● **WORK ITEM**:
Only the lines below from the one containing "Transcribe the names and structure of the" to the one containing "Annotation task. Read" should be repeated, both included and unchanged.
Content starts
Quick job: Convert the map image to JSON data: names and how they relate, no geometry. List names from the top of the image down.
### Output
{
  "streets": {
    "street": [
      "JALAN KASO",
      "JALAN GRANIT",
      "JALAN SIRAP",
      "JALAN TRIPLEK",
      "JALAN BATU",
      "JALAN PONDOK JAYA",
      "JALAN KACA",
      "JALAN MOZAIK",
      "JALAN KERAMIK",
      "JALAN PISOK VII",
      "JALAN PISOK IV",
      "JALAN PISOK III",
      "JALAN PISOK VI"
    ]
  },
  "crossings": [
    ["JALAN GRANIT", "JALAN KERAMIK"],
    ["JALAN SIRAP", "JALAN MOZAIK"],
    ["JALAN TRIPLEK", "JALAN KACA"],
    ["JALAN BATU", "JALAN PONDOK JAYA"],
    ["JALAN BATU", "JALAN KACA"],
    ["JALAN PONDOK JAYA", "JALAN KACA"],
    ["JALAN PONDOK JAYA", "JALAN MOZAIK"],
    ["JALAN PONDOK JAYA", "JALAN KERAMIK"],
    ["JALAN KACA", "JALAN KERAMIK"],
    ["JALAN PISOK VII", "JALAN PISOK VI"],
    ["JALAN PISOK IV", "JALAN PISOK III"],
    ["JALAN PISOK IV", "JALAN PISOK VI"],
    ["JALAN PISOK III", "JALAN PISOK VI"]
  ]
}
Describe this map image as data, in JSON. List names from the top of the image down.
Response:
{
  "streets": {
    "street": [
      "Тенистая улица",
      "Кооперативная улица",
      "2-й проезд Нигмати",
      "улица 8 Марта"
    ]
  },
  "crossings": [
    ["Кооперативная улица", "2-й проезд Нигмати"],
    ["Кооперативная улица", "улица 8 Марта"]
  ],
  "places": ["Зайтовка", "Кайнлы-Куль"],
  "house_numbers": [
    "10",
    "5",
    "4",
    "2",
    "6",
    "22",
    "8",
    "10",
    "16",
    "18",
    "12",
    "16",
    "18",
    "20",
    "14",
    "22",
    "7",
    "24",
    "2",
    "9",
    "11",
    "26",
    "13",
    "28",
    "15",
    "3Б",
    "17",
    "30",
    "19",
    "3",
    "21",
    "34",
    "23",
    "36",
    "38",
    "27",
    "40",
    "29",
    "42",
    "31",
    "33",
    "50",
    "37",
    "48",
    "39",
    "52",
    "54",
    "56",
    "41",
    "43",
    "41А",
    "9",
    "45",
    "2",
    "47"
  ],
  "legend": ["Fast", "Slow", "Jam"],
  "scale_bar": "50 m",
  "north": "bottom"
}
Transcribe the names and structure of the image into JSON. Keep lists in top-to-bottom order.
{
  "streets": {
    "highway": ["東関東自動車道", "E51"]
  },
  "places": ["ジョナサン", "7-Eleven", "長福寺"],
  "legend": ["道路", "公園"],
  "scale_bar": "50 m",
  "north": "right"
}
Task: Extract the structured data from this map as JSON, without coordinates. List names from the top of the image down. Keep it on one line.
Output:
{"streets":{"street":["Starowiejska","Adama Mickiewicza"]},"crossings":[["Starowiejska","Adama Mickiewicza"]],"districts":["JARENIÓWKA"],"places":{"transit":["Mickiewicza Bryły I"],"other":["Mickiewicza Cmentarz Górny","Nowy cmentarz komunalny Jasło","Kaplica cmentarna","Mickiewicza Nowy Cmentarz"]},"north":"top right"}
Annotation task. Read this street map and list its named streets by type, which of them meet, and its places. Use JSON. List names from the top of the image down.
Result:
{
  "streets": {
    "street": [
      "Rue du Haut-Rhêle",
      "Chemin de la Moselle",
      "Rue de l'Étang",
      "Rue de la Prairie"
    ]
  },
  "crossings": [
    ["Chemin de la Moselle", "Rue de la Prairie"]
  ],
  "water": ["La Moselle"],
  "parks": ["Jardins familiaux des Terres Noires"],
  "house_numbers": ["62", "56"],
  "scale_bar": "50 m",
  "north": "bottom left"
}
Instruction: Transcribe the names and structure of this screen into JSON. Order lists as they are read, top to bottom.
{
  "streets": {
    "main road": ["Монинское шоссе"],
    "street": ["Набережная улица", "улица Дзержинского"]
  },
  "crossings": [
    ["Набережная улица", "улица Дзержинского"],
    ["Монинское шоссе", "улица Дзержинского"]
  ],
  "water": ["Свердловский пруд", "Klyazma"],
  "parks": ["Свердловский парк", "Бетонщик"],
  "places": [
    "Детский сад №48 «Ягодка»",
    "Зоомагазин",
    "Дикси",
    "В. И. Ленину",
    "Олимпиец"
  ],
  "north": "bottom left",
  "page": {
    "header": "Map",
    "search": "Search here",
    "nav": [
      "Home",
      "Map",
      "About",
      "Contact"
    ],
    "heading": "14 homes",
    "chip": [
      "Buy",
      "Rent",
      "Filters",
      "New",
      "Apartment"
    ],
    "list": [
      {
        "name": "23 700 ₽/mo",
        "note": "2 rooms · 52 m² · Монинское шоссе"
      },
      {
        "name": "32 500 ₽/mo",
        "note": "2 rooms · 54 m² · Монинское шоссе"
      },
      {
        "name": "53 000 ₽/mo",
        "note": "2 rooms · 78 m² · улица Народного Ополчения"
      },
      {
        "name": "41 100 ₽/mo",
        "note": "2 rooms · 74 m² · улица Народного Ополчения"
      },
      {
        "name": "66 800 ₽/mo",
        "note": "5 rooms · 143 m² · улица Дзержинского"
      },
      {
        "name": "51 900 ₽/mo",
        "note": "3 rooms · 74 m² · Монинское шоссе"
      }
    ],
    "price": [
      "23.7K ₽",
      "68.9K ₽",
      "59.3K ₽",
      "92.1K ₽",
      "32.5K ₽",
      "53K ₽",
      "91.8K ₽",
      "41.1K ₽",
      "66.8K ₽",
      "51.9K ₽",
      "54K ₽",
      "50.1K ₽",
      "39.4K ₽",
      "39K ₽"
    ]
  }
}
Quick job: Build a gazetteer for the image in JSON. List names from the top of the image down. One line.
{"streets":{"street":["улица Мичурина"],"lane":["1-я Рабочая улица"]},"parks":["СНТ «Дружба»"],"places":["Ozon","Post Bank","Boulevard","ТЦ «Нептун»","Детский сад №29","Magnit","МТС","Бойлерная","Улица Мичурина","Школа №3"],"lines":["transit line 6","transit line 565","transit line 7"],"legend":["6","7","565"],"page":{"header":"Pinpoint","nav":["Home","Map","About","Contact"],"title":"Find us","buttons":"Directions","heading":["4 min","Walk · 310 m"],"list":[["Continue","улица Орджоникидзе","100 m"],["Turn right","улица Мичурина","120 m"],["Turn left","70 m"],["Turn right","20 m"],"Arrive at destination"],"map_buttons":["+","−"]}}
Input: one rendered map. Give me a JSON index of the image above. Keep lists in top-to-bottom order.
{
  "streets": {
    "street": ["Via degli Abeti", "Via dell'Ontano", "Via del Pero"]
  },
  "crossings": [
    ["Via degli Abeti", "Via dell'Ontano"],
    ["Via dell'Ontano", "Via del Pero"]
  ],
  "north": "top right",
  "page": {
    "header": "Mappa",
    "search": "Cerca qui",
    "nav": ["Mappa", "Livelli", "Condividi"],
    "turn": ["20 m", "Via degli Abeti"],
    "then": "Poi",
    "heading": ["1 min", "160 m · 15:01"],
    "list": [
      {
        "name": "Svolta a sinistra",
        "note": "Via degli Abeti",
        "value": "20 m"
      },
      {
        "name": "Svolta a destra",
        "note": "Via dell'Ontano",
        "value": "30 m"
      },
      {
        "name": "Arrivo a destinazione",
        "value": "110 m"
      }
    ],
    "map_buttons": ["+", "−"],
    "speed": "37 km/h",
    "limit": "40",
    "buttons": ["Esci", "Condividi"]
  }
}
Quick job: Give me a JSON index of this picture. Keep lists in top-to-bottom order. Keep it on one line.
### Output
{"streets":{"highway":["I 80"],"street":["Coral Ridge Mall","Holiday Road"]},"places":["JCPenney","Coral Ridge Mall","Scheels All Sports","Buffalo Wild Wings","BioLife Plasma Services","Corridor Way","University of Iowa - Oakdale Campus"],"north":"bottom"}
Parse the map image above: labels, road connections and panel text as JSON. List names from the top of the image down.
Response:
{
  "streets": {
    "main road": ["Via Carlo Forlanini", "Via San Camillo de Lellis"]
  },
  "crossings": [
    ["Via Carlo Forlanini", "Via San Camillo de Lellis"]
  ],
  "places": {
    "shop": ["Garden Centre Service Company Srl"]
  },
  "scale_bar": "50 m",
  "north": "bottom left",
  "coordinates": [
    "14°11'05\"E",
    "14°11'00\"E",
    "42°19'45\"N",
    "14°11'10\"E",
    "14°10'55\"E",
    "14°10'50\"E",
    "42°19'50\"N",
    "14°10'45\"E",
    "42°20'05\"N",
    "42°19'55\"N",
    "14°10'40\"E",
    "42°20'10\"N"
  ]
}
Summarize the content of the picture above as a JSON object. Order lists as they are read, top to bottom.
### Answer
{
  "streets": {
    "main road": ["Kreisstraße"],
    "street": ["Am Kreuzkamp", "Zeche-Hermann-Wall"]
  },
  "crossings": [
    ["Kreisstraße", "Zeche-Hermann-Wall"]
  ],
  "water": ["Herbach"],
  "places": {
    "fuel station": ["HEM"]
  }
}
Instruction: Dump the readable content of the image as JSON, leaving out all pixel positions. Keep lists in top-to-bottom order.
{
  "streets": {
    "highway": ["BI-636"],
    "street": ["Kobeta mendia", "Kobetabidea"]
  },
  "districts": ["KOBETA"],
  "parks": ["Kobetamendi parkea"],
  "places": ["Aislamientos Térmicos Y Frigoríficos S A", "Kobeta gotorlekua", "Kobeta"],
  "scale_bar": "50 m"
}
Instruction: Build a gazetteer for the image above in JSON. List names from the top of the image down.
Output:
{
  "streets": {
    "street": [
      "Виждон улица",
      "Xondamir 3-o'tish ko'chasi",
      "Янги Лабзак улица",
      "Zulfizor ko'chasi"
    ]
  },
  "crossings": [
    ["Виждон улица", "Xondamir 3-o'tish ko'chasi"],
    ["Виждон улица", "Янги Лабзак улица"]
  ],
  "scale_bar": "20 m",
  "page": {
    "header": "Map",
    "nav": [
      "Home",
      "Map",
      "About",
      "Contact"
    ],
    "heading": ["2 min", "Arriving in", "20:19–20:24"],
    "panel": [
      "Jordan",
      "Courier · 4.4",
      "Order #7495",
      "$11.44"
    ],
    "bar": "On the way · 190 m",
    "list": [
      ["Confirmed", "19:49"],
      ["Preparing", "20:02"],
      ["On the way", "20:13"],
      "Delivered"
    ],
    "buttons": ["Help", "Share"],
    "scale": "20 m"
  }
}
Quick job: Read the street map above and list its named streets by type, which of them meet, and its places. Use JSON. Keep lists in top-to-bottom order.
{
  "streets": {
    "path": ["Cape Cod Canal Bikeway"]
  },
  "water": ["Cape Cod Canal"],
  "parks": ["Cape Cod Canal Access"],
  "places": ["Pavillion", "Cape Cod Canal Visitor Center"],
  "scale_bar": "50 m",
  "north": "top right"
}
Content ends
● **RESULT FOR THIS EXERCISE**:
Transcribe the names and structure of the image into JSON. Keep lists in top-to-bottom order.
{
  "streets": {
    "highway": ["東関東自動車道", "E51"]
  },
  "places": ["ジョナサン", "7-Eleven", "長福寺"],
  "legend": ["道路", "公園"],
  "scale_bar": "50 m",
  "north": "right"
}
Task: Extract the structured data from this map as JSON, without coordinates. List names from the top of the image down. Keep it on one line.
Output:
{"streets":{"street":["Starowiejska","Adama Mickiewicza"]},"crossings":[["Starowiejska","Adama Mickiewicza"]],"districts":["JARENIÓWKA"],"places":{"transit":["Mickiewicza Bryły I"],"other":["Mickiewicza Cmentarz Górny","Nowy cmentarz komunalny Jasło","Kaplica cmentarna","Mickiewicza Nowy Cmentarz"]},"north":"top right"}
Annotation task. Read this street map and list its named streets by type, which of them meet, and its places. Use JSON. List names from the top of the image down.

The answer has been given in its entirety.